Бабка заплакала, дальше слушать её причитания стало тягостно. Разговор перевели в другое русло.
Однако история на этом не завершилась. На следующий день мы узнали, что эта старушка – спекулянтка, что это она дала телеграмму Жене, чтобы тот приехал и отвёз её на рынок продавать груши. Она напоила его водкой, и они поехали навстречу смерти. Именно поэтому дочки и отказались от матери.
Такие вот бывают истории.
Теперь четыре краткие характеристики.
1. Скороход Геннадий Григорьевич. В колхозе открылся с новой, приятной стороны. Он показал себя щедрым, добрым, благородным и держащим слово, подкрепляющем его делами. Водку пить любит, уважает веселье, хорошую компанию, но обидчив, и по делу. Однако при таком обилии положительных качеств, особой симпатии к себе он не внушил. Он считает себя единственным в своём роде и непогрешимым. На его лице написано: «Делай, как я». И не только на лице, но и в разговоре. Двойственный человек. Иногда напоминает Сергея Степаненко**, но в улучшенном варианте. Очень умён и хитёр.

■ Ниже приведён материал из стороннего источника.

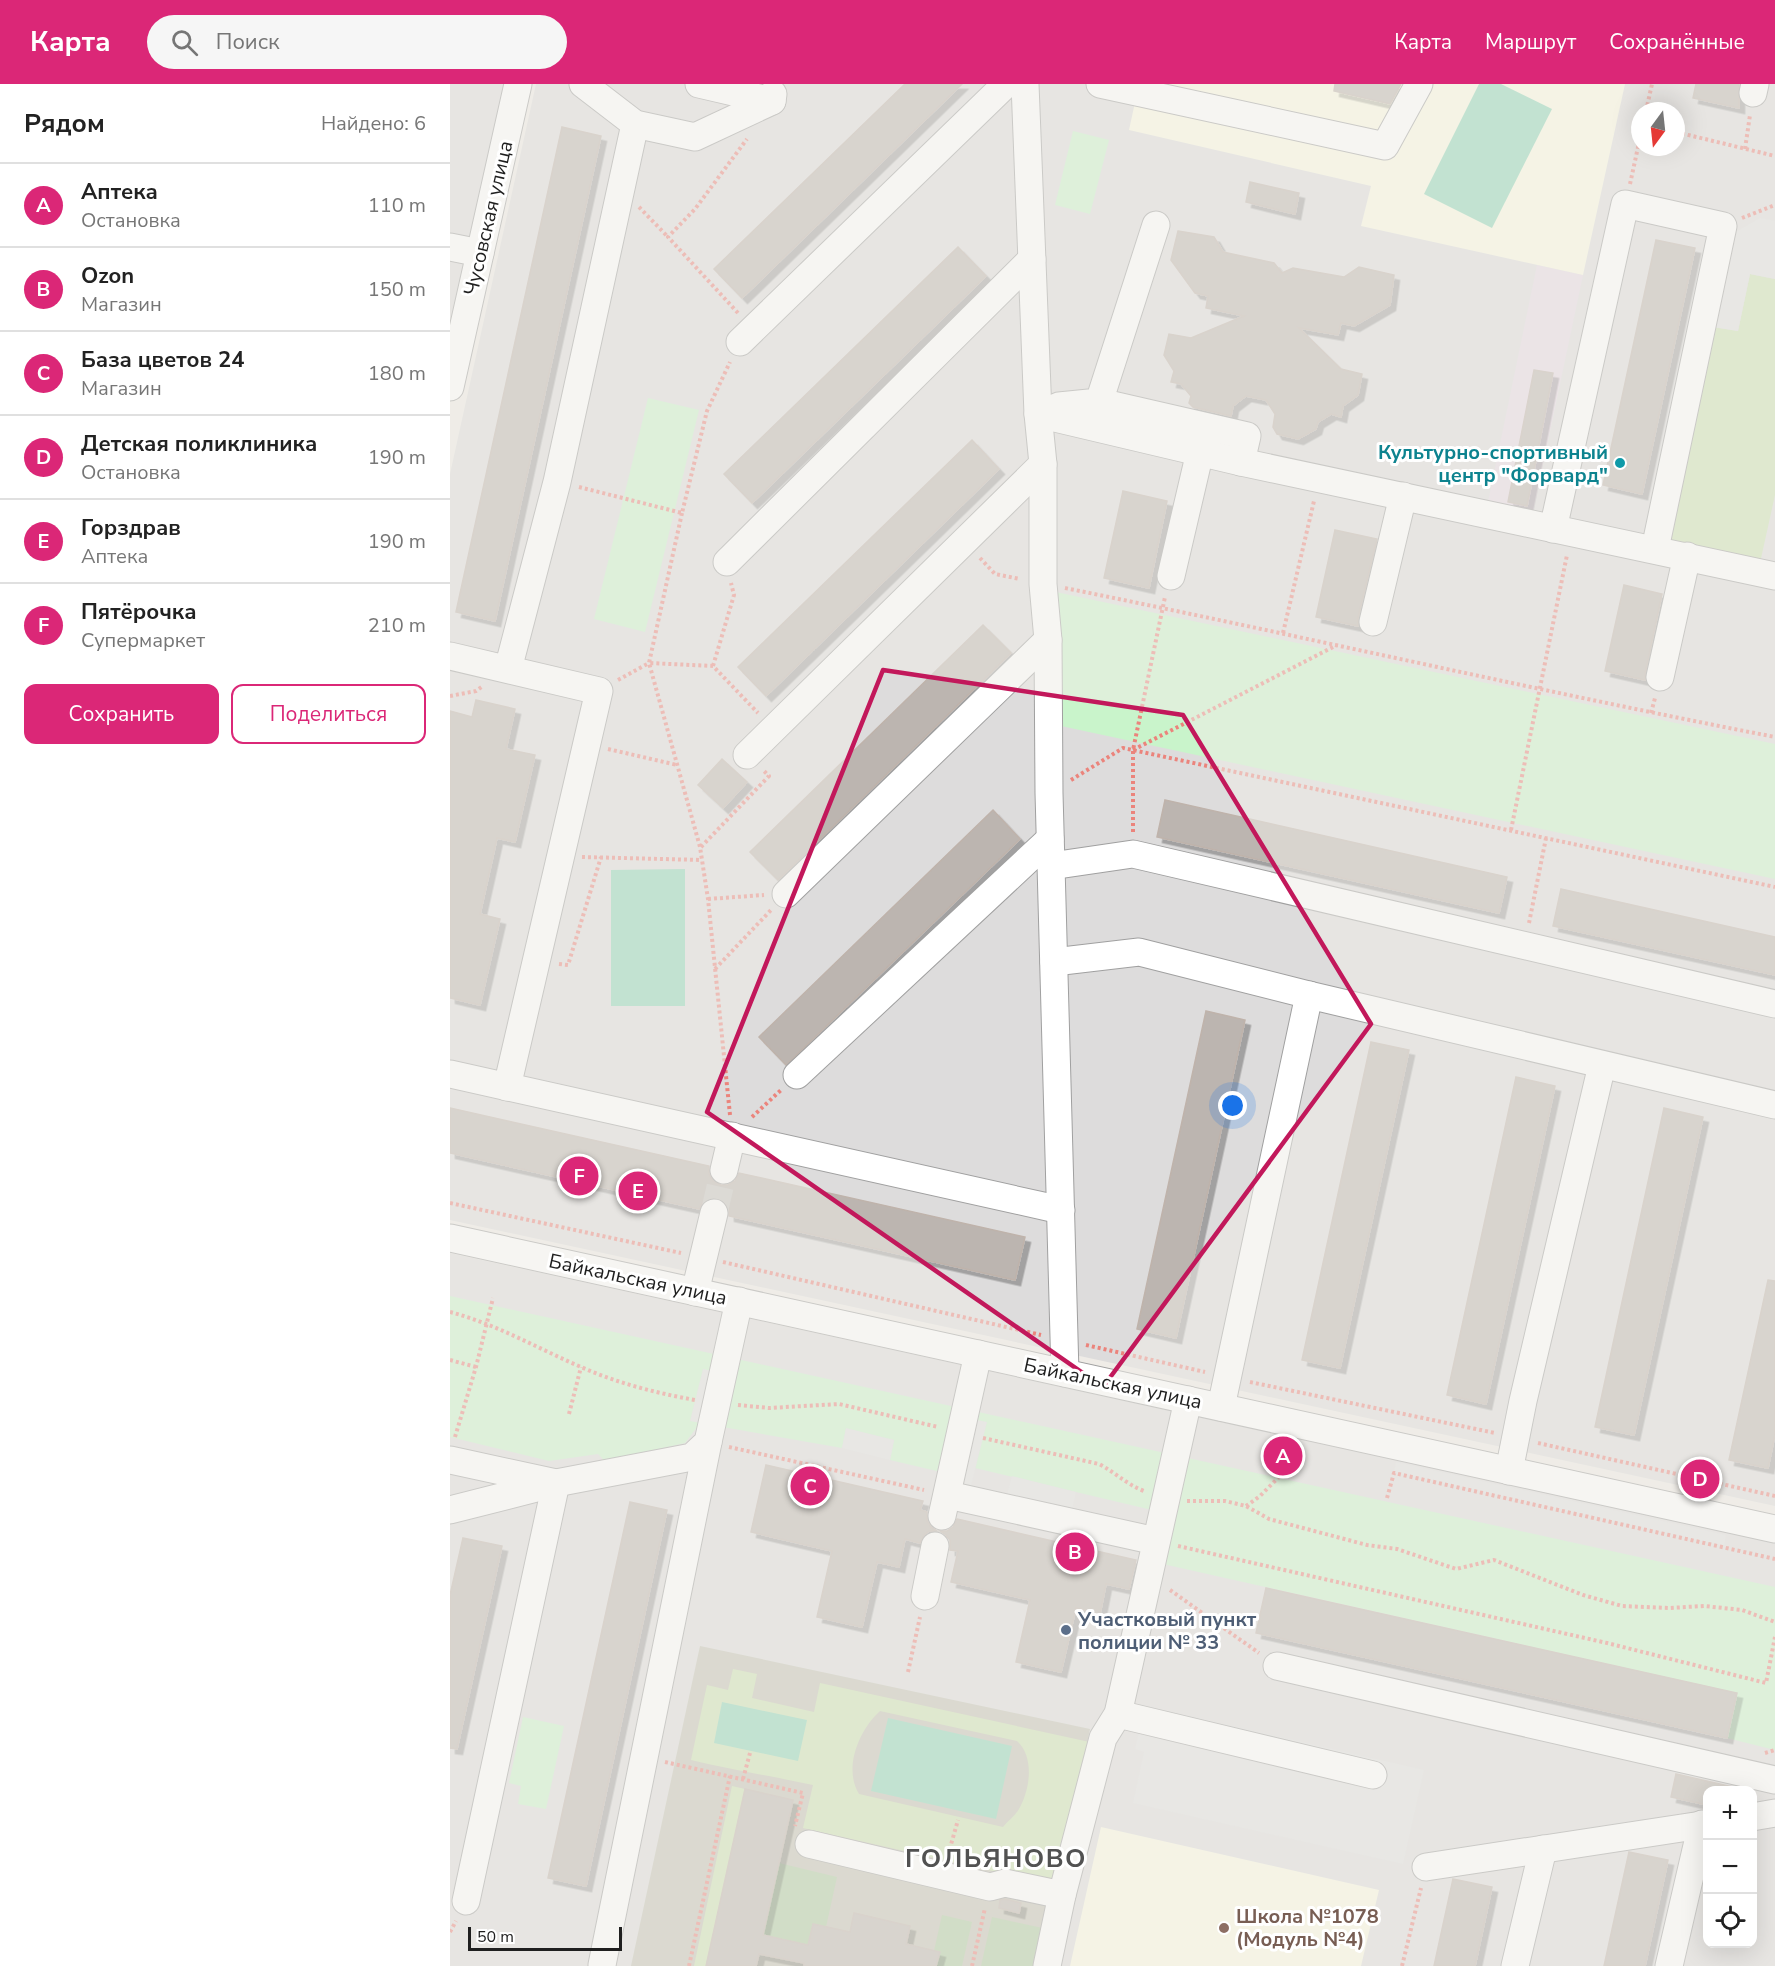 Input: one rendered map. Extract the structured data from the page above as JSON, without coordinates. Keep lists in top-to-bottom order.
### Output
{
  "streets": {
    "street": ["Чусовская улица", "Байкальская улица"]
  },
  "districts": ["ГОЛЬЯНОВО"],
  "places": ["Культурно-спортивный центр \"Форвард\"", "Участковый пункт полиции № 33", "Школа №1078 (Модуль №4)"],
  "scale_bar": "50 m",
  "north": "bottom",
  "page": {
    "header": "Карта",
    "search": "Поиск",
    "nav": ["Карта", "Маршрут", "Сохранённые"],
    "heading": ["Рядом", "Найдено: 6"],
    "list": [
      {
        "mark": "A",
        "name": "Аптека",
        "note": "Остановка",
        "value": "110 m"
      },
      {
        "mark": "B",
        "name": "Ozon",
        "note": "Магазин",
        "value": "150 m"
      },
      {
        "mark": "C",
        "name": "База цветов 24",
        "note": "Магазин",
        "value": "180 m"
      },
      {
        "mark": "D",
        "name": "Детская поликлиника",
        "note": "Остановка",
        "value": "190 m"
      },
      {
        "mark": "E",
        "name": "Горздрав",
        "note": "Аптека",
        "value": "190 m"
      },
      {
        "mark": "F",
        "name": "Пятёрочка",
        "note": "Супермаркет",
        "value": "210 m"
      }
    ],
    "buttons": ["Сохранить", "Поделиться"],
    "pins": [
      "F",
      "E",
      "A",
      "D",
      "C",
      "B"
    ],
    "map_buttons": ["+", "−"],
    "scale": "50 m"
  }
} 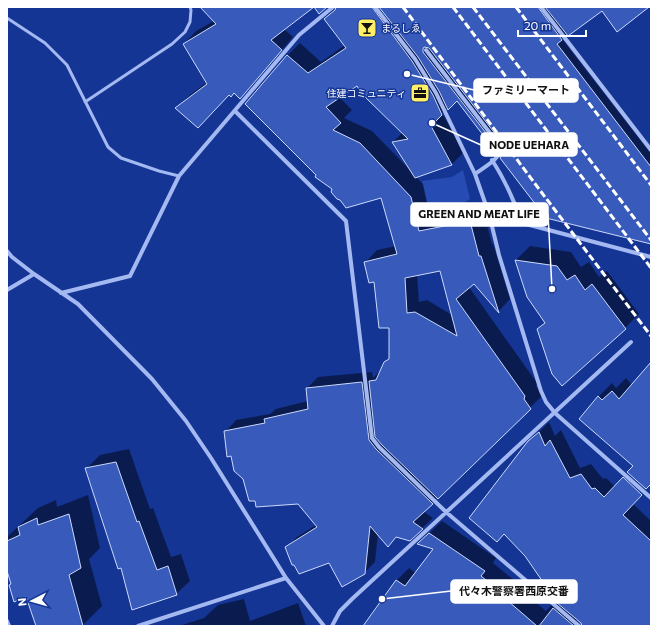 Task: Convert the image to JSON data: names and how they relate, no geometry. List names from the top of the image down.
{
  "places": {
    "bar": ["まるしゑ"],
    "other": [
      "ファミリーマート",
      "NODE UEHARA",
      "GREEN AND MEAT LIFE",
      "代々木警察署西原交番"
    ],
    "office": ["住建コミュニティ"]
  },
  "scale_bar": "20 m",
  "north": "left"
}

2. Нечепоренко Василий Владимирович. Мне показалось, что для своего поста он не подходит: слишком мягок и нерешителен, застенчив, хотя при случае любит подчеркнуть своё превосходство, но это от положения и поста, на котором он находится. У него отличный голос, чистый и звонкий, при абсолютном слухе. Выпить любит, но не очень умеет, во всяком случае на следующий день ему было плохо. Особенным умом не отличается.
3. Прилипский Николай Трофимович. Человек, растративший ум во время продвижения по служебной лестнице. Избалован своей высокой должностью: не говорит, а сыплет истинами.
4. Буза Владимир Георгиевич. Средний поэт, аспирант и человек. Умён, хитёр, но без жизненного опыта. В обществе балагур и весельчак. Готовит себя в кандидаты наук. Это чувствуется даже в походке. С людьми двойствен.
* – В тексте не указано время написания. Скорее всего, это 1978 или 1979 год.
** – Сергей Степаненко – учился с автором в одной группе ДПИ.